O presidente deposto de Honduras Manuel Zelaya prometeu retornar ao país após mais de um mês exilado, planejando cruzar a fronteira a partir da Nicarágua, num perigoso desafio à posição irredutível do governo de fato, que já deixou claro que pretende prendê-lo caso ele retorne.

AFP |

Zelaya foi tirado da cama e expulso do país vestindo pijamas pelo golpe militar do dia 28 de junho, que o substituiu por Roberto Micheletti na presidência hondurenha.

"Mel", como é chamado por seus partidários, declarou que viajaria para o norte da Nicarágua nesta quinta-feira, e de lá "para a fronteira no dia seguinte", ignorando ameaças do governo de fato e advertências da comunidade internacional, que teme um banho de sangue.

Na Nicarágua, onde foi recebido pelo presidente Daniel Ortega, Zelaya disse que cruzaria a fronteira desarmado.

"Irei acompanhado de minha mulher e meus filhos", disse à imprensa.

Há algumas semanas, Zelaya fez sua primeira tentativa de retornar a bordo de um avião, mas foi impedido pelos militares, que bloquearam a pista do aeroporto de Tegucigalpa com veículos blindados.

No plano internacional, o uso da Nicarágua por Zelaya como base para voltar para Honduras pode inflamar tensões regionais. Micheletti acusou os governos de esquerda na Nicarágua, Venezuela e Equador de fomentar o conflito no país, estimulando a crise para provocar uma guerra civil.

A esperança de uma solução mediada para a crise hondurenha foi por água abaixo depois que o governo de Micheletti rejeitou as propostas que previam a volta de Zelaya ao país como presidente até o fim de seu mandato, em janeiro.

O ministro das Relações Exteriores do governo de fato, Carlos Lopez Contreras, disse à rede CNN que a volta de Zelaya ao poder é "impossível".

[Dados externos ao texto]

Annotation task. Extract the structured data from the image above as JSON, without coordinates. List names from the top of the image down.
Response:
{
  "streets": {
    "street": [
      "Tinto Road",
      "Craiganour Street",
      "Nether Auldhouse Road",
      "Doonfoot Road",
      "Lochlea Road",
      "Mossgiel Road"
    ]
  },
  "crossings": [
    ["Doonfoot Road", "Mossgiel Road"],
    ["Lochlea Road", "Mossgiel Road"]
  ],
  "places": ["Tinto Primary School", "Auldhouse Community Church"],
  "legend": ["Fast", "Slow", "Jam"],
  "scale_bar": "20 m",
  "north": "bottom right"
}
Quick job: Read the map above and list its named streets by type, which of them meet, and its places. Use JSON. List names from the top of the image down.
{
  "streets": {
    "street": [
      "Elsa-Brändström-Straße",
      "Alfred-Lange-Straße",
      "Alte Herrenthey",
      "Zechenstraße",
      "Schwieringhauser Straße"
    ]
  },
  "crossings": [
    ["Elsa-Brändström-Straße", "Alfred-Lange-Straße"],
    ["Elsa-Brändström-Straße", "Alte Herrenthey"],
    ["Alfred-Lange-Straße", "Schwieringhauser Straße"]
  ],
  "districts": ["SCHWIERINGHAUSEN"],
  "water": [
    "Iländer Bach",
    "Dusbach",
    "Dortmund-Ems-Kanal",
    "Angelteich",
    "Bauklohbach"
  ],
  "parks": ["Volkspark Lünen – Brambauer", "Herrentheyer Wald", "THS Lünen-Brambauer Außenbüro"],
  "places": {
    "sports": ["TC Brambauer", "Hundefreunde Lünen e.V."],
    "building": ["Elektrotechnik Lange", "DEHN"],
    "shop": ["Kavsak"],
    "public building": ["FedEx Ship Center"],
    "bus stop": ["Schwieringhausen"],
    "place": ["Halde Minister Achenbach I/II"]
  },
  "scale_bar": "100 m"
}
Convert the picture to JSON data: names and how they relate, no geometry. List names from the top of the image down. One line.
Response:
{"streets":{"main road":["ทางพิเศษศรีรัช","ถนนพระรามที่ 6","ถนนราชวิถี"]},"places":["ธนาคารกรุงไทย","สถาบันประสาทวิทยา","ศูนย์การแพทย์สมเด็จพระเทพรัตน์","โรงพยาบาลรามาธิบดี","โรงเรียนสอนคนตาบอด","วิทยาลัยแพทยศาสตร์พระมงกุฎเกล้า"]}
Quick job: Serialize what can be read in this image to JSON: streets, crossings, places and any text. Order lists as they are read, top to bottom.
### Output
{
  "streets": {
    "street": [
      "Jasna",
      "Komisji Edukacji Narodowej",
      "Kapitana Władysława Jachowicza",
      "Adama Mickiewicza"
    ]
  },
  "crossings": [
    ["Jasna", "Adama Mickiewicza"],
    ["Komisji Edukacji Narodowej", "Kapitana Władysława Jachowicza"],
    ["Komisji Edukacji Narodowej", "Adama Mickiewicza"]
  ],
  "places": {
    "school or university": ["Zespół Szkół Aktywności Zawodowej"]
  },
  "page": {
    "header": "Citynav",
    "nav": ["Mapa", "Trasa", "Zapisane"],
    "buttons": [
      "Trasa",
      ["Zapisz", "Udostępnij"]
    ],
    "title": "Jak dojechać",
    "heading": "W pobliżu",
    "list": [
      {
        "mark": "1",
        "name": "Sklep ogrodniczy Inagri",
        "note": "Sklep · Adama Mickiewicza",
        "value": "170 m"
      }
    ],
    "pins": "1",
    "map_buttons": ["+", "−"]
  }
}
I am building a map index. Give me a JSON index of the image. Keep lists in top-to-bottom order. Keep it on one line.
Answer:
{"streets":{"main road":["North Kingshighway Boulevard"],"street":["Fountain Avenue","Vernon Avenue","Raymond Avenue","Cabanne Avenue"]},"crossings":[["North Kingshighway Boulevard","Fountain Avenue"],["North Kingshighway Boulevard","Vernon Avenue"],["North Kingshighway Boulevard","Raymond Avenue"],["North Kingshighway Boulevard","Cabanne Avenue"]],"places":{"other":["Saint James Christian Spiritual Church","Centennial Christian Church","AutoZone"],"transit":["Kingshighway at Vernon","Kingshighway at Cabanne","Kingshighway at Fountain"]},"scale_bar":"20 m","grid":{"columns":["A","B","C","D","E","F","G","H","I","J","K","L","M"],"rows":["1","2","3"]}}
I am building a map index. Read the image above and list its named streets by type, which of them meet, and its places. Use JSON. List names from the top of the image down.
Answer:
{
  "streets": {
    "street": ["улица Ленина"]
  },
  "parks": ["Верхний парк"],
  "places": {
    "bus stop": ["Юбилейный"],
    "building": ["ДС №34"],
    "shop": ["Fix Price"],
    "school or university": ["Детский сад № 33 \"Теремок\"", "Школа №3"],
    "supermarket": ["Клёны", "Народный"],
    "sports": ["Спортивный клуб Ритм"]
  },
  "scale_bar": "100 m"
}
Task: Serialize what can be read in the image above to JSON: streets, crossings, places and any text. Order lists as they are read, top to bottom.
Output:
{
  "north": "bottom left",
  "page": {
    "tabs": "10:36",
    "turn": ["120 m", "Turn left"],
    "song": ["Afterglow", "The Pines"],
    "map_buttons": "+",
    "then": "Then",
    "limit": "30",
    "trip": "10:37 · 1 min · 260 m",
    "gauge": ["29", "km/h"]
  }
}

O presidente cortarriquendo Oscar Arias, que media as negociações por uma solução pacífica, sugeriu que Zelaya montasse um governo de coalizão com Micheletti até janeiro.

Em entrevista à rede de televisão venezuelana Telesur, Zelaya disse que a mediação da crise havia "praticamente fracassado", e que o governo de fato "decidiu negar qualquer chance de um acordo".

Arias, que ganhou um prêmio Nobel da Paz por seu trabalho de mediação para pôr fim às brutais guerras civis de países da região, estimou que, se os dois lados se recusam a entrar num acordo, devem se voltar para órgãos internacionais como a Organização dos Estados Americanos (OEA).

Visivelmente frustrado, o presidente da Costa Rica classificou a situação de Honduras como "a pior crise em quase três décadas da jovem democracia hondurenha", e disse que Honduras se transformou na Coreia do Norte ou na Albânia da América Central.